Das eigentliche Problem dieser Widersprüchlichkeit sind die menschlichen Vorstellungen. Die Menschen nehmen in Anspruch, etwas besonderes zu sein bis dahin, außerhalb der Naturgesetze zu stehen. Naturgesetze kennen weder gut noch schlecht. Sie sind so, wie sie sind. Alles was wir Wohlergehen oder Katastrophe nennen, sind menschliche Kategorien und Wertungen. Die zugrunde liegenden Ereignisse sind einfach so, wie sie sind und waren auch schon so, bevor es Menschen gab. So schwer es auch bei persönlicher Betroffenheit (auch mir) fällt, diese Ereignisse einfach anzunehmen, sie sind nicht wegen mir oder eines anderen so, wie sie sind. Ich bin nur zufällig da bei diesen Ereignissen und darum ist Wohlergehen niemals ein Verdienst und Leiden niemals eine Strafe.

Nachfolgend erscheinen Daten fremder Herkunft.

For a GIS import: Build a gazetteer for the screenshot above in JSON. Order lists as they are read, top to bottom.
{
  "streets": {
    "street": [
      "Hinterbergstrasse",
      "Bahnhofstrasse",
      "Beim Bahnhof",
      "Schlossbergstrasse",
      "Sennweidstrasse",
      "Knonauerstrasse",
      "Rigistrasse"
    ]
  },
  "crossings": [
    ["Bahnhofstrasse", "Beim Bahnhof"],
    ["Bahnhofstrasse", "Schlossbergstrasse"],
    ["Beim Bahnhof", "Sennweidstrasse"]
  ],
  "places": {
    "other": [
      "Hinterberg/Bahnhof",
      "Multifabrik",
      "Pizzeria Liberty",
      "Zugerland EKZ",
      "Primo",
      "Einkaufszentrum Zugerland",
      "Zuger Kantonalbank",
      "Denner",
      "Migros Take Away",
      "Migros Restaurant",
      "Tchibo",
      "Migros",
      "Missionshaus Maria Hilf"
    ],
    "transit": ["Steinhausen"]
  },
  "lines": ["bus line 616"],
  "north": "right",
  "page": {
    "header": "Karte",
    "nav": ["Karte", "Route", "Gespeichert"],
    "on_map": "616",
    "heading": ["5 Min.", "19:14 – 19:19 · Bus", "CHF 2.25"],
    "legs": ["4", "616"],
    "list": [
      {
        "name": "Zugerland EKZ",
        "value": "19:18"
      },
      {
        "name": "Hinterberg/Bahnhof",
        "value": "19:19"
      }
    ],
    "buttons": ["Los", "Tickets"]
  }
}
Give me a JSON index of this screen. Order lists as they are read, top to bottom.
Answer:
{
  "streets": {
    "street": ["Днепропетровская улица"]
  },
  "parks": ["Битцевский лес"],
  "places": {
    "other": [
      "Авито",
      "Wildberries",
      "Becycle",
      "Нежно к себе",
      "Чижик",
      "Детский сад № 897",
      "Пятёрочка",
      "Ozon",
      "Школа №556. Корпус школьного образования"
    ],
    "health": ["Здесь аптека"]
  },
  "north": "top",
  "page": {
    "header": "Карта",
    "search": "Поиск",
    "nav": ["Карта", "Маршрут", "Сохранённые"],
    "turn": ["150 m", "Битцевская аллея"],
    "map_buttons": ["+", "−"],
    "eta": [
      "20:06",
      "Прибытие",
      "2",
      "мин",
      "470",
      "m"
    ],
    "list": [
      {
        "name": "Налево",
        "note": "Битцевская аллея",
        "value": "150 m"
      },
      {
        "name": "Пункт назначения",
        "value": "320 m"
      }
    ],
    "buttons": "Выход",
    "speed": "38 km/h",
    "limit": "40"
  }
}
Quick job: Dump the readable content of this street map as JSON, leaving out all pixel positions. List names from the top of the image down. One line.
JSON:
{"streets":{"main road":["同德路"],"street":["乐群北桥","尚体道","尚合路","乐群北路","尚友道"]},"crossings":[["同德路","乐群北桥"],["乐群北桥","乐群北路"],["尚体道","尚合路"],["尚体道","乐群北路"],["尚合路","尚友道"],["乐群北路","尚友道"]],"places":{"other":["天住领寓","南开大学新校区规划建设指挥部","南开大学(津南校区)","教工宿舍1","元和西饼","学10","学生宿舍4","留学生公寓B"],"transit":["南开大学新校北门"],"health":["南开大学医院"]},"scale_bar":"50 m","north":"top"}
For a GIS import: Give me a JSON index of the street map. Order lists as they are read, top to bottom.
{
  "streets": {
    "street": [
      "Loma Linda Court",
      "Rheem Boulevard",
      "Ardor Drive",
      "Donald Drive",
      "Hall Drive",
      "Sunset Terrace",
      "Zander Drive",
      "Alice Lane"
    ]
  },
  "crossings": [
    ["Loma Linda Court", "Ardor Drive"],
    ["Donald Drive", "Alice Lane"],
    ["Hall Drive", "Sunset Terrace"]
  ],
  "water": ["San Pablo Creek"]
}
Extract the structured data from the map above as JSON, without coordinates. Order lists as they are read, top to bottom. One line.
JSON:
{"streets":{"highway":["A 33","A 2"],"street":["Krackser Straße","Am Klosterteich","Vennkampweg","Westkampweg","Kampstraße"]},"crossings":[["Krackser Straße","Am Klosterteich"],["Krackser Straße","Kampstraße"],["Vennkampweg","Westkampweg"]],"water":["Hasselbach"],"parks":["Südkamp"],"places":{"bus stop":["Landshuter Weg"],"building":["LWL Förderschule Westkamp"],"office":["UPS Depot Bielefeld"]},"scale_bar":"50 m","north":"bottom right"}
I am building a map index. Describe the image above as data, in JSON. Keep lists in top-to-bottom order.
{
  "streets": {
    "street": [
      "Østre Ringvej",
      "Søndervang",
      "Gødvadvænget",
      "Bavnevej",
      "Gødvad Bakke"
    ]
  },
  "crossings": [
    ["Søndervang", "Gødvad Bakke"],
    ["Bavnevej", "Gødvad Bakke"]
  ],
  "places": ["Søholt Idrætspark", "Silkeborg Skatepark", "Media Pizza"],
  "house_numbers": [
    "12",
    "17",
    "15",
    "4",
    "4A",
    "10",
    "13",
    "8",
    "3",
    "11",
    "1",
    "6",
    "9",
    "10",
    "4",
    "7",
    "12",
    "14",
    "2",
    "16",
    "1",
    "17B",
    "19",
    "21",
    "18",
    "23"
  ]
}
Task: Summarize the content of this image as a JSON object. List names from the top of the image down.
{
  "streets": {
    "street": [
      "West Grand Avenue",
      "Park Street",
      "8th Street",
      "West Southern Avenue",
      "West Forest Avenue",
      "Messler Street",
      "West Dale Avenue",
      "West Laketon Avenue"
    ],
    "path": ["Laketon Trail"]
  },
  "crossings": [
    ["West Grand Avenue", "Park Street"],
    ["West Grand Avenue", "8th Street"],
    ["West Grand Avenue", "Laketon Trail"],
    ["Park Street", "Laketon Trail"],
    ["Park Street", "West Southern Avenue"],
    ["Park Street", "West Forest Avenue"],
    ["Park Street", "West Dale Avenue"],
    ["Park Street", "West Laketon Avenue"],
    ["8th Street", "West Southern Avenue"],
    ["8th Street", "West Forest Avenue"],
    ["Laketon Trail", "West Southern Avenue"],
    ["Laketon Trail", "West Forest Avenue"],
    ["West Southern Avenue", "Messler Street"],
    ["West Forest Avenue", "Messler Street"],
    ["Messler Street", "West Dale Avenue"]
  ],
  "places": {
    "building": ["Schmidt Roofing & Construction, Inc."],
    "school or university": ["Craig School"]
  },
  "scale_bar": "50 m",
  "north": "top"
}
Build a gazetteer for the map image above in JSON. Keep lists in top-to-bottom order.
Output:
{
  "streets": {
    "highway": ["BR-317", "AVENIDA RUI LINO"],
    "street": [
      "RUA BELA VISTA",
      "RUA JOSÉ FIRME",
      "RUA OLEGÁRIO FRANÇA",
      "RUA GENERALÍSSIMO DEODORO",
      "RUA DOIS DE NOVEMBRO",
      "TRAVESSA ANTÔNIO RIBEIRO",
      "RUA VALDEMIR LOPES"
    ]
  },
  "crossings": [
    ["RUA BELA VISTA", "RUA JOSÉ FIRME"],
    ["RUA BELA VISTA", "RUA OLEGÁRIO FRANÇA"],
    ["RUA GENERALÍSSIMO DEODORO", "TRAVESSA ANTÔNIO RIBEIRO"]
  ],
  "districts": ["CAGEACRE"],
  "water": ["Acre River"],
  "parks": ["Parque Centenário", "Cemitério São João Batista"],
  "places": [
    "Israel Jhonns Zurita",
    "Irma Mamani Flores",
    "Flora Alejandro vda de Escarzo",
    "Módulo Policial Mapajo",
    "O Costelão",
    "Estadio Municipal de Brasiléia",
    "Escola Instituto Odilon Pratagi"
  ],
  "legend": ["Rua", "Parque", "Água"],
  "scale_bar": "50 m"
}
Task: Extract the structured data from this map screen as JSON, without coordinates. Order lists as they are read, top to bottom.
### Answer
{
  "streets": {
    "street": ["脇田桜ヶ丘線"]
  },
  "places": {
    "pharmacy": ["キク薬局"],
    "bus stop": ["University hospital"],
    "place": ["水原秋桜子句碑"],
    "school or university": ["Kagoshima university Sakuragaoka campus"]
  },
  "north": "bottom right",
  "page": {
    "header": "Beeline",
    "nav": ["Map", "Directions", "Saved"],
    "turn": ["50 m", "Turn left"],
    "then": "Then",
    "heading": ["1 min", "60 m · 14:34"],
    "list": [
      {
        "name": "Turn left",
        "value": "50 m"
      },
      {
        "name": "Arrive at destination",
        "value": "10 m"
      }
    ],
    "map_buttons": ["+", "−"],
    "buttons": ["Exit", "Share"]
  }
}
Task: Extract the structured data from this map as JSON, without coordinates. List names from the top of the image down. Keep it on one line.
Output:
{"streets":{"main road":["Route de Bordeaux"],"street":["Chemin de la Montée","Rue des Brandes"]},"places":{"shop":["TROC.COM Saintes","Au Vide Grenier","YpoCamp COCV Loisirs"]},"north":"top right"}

Der Buddhismus sagt, das alles Festhalten-Wollen Leiden erzeugt und da ist, auch völlig ohne Religion was dran. Den Vorstellungen und Bewertungen sind sehr oft eine Form des Festhaltens, denn durchaus verständlicherweise wollen Menschen nur, dass es ihnen wohl ergeht, da dies ja der angenehmere Zustand ist. --
Man könnte über die Gotteserkenntnis Hiobs noch mehr erstaunt sein, wenn man von der Amoralität Jahwes hier zum ersten Male vernähme. Die unberechenbaren Launen und verheerenden Zornanfälle Jahwes waren aber seit alters bekannt. -- Weil Jahwe im Buch Hiob, so wie alle Religionen der damaligen Zeit sehr genau die Verfasstheit eben dieser Zeit widerspiegelt, d.h. Er kann gar nicht anders sein als alle anderen Vorstellungen seiner Zeit. -- Er erwies sich als eifersüchtiger Hüter der Moral; insbesondere war er empfindlich in Bezug auf Gerechtigkeit. Er musste daher stets als »gerecht« gepriesen werden, woran, wie es scheint, ihm nicht wenig lag. Dank diesem Umstand, bzw. dieser Eigenart, hatte er distinkte Persönlichkeit, die sich von der eines mehr oder weniger archaischen Königs nur durch den Umfang unterschied. Sein eifersüchtiges und empfindliches Wesen, das misstrauisch die treulosen Herzen der Menschen und ihre heimlichen Gedanken durchforschte, erzwang ein persönliches Verhältnis zwischen ihm und dem Menschen, der nicht anders konnte, als sich persönlich von ihm angerufen zu fühlen. Das unterschied Jahwe wesentlich vom allwaltenden Vater Zeus, der wohlwollend und etwas detachiert die Ökonomie der Welt auf altgeheiligten Bahnen abrollen ließ und nur das Unordentliche bestrafte. Er moralisierte nicht, sondern waltete instinkthaft. Von den Menschen wollte er nichts, als die ihm gebührenden Opfer; mit ihnen wollte er schon gar nichts, denn er hatte keine Pläne mit ihnen. Vater Zeus ist zwar eine Gestalt, aber keine Persönlichkeit. Jahwe dagegen lag es an den Menschen. Sie waren ihm sogar ein Anliegen erster Ordnung. Er brauchte sie, wie sie ihn brauchten, dringlich und persönlich. Zeus konnte zwar auch Donnerkeile schmettern, aber nur auf einzelne unordentliche Frevler. Gegen die Menschheit im Ganzen hatte er nichts einzuwenden. Sie interessierte ihn auch nicht besonders. Jahwe dagegen konnte sich maßlos über die Menschen als Genus und als Individuum aufregen, wenn sie sich nicht so benahmen, wie er wünschte und erwartete, ohne sich dabei allerdings je Rechenschaft darüber zu geben, dass es ja in seiner Allmacht gelegen hätte, etwas besseres zu erschaffen, als diese »irden schlechten Töpfe«.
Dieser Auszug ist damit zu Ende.